I agree with the critics that claimed that the film promoted taking the law into your hands. It clearly does. Over and over again. Death Wish has its exciting moments but by the end of the film, they've gotten pretty repetitive. I specifically checked this movie out to do a He Shot Cyrus write-up. I can't say I was disappointed with the movie, I think it was a pretty rad working of the vigilante storyline. Ever since I was little, I had constantly seen previews for this on Telemundo or Galavision. Apparently, this movie is huge among Spanish-speaking audiences. I remember when I used to work at Hollywood Video, this got rented all the time. The only one that was rented more than Death Wish was Blood In, Blood Out, which I recently watched out of curiosity. It didn't deserve it's own post.

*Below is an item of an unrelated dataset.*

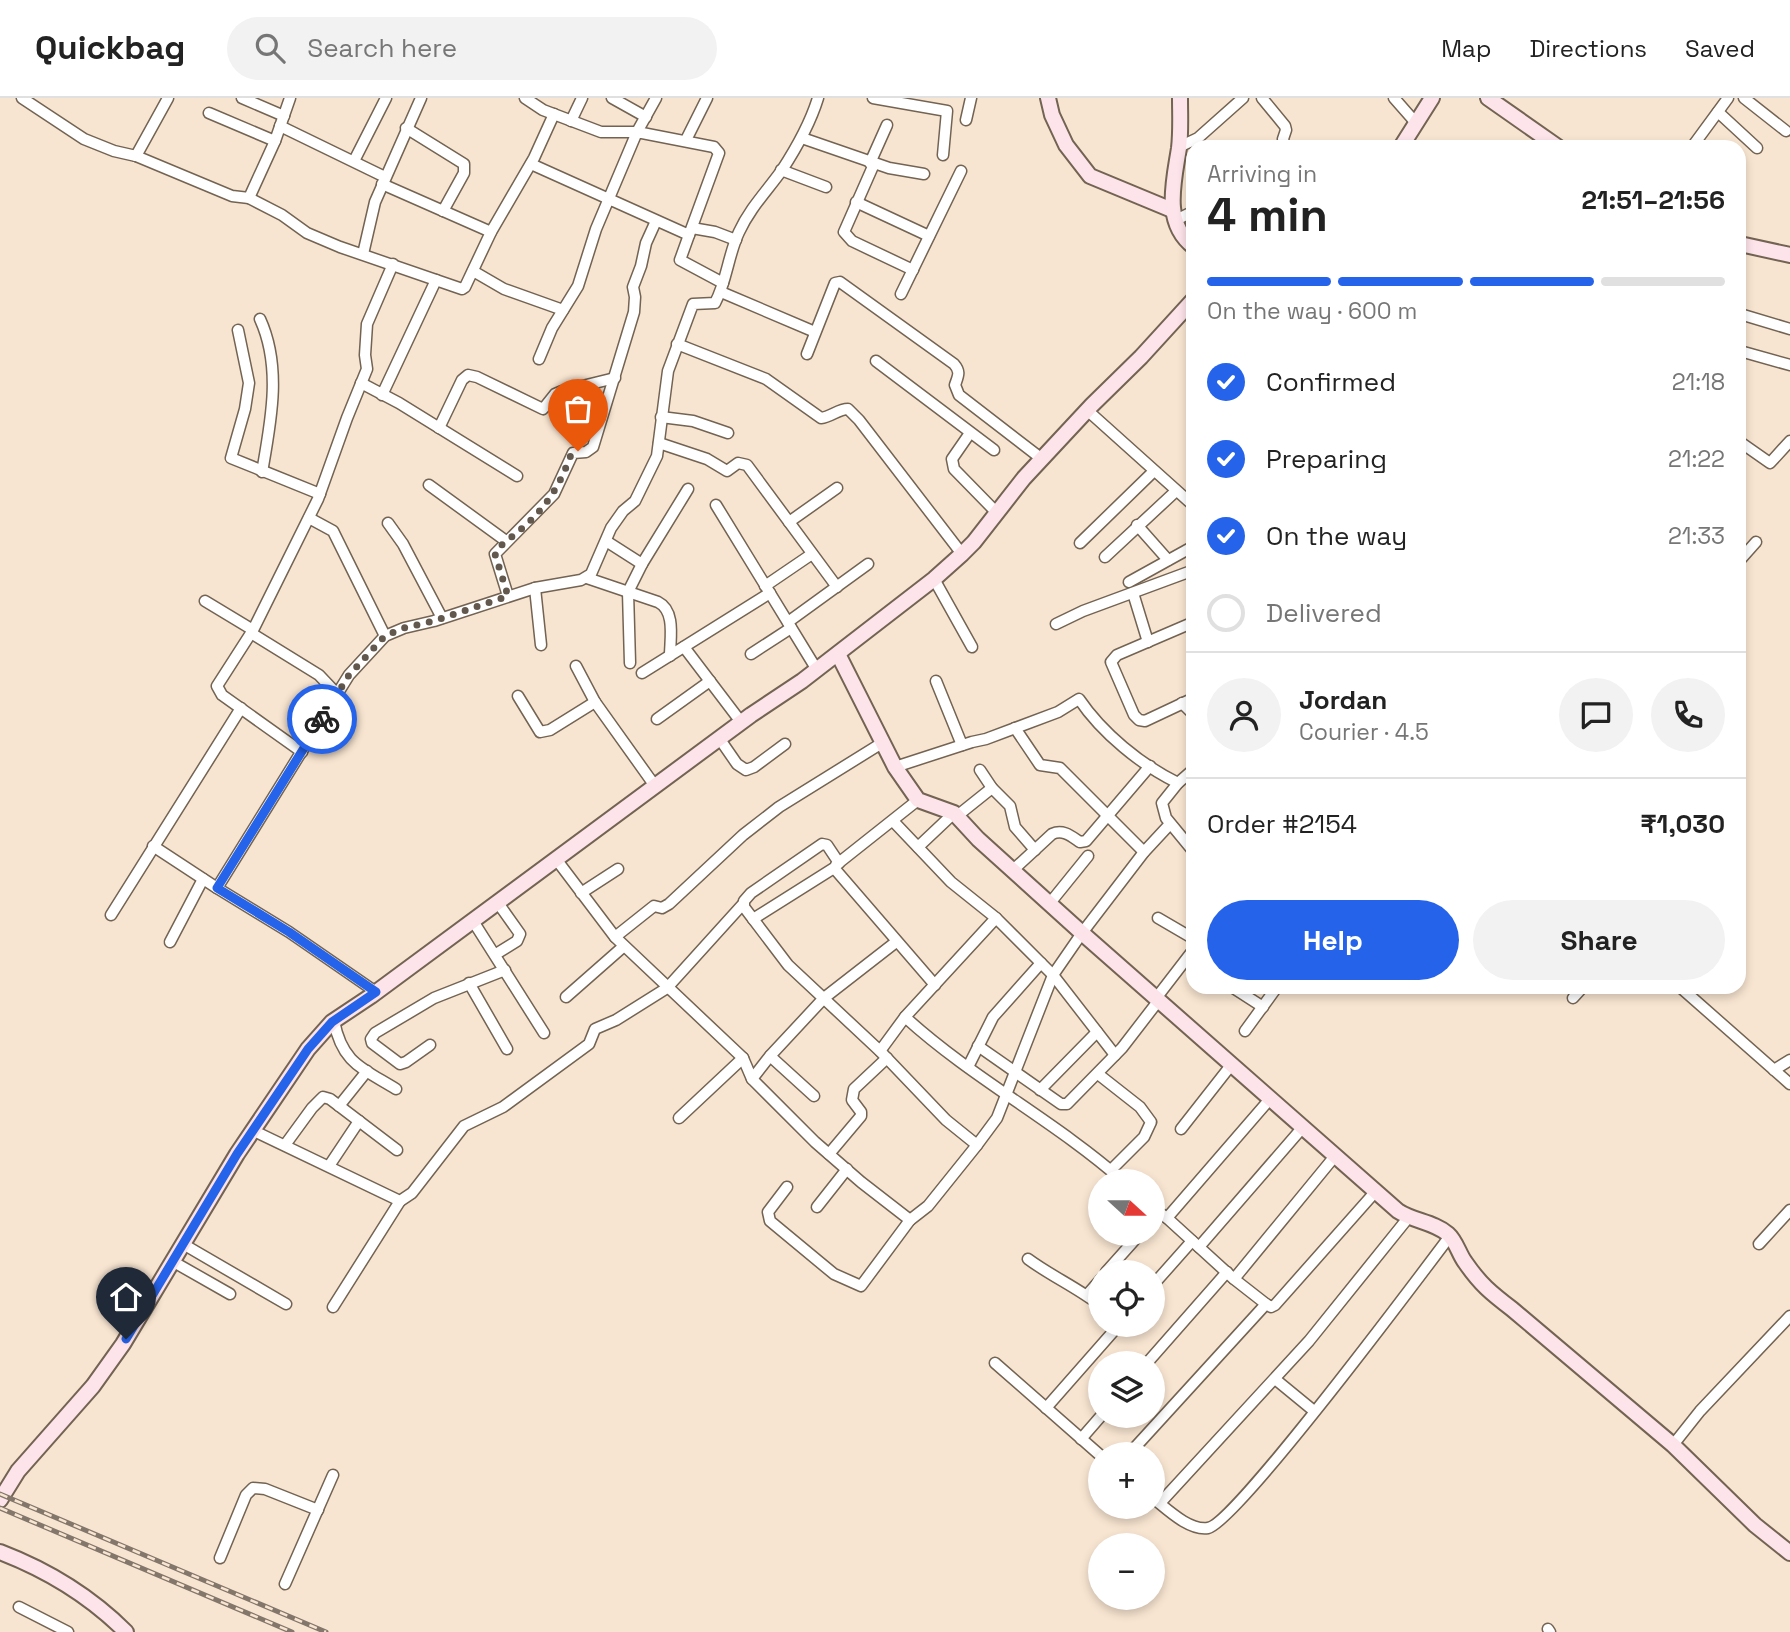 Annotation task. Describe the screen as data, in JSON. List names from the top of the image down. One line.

[Charles Bronson shoots them.]

Here's the trailer for the movie, along with the trailers for it's four sequels! That's right, there are a total of five Death Wish movies. I would sometimes see previews for the second and third movies, but until I looked it up tonight, I had no idea that four subsequent movies could be made from this plot. From the look of the trailers, they only get better and better as the years went on.

Death Wish

Death Wish 2

Death Wish 3

Death Wish 4: The Crackdown

Death Wish 5: The Face of Death

Here's a recap on the basic plot advances of the last 60 minutes of Death Wish.

[What happens when knife-wielding hoodlums try to rob Charles Bronson in a subway station?]

[Charles Bronson shoots them too.]

[What happens when Freddie "Boom-Boom" Washington/Richard "Cochise" Morris tries to attack Charles Bronson in the park?]

[Charles Bronson shoots Freddie "Boom-Boom" Washington/Richard "Cochise" Morris.]

This may not have been the best movie to come out in 1976, but it definitely into the category of "entertaining." There are more than two handfuls of really cool scene, and not just ones where Charles Bronson shoots muggers. One of the most impressive parts of the movie is how Bronson's character changes through out the story. He begins as a family man, the everyman, in a sense.

As the film progresses, his mind changes. I'm not talking about his opinions or anything, I'm talking about the entire way his mind works. His inherent motives and goals are radically altered and Bronson captures each stage of the transformation with clarity. The most interesting part of the plot is how, even at the end, Kersey never becomes a monster. Even during his times of chaos, he remains what he started as: a man.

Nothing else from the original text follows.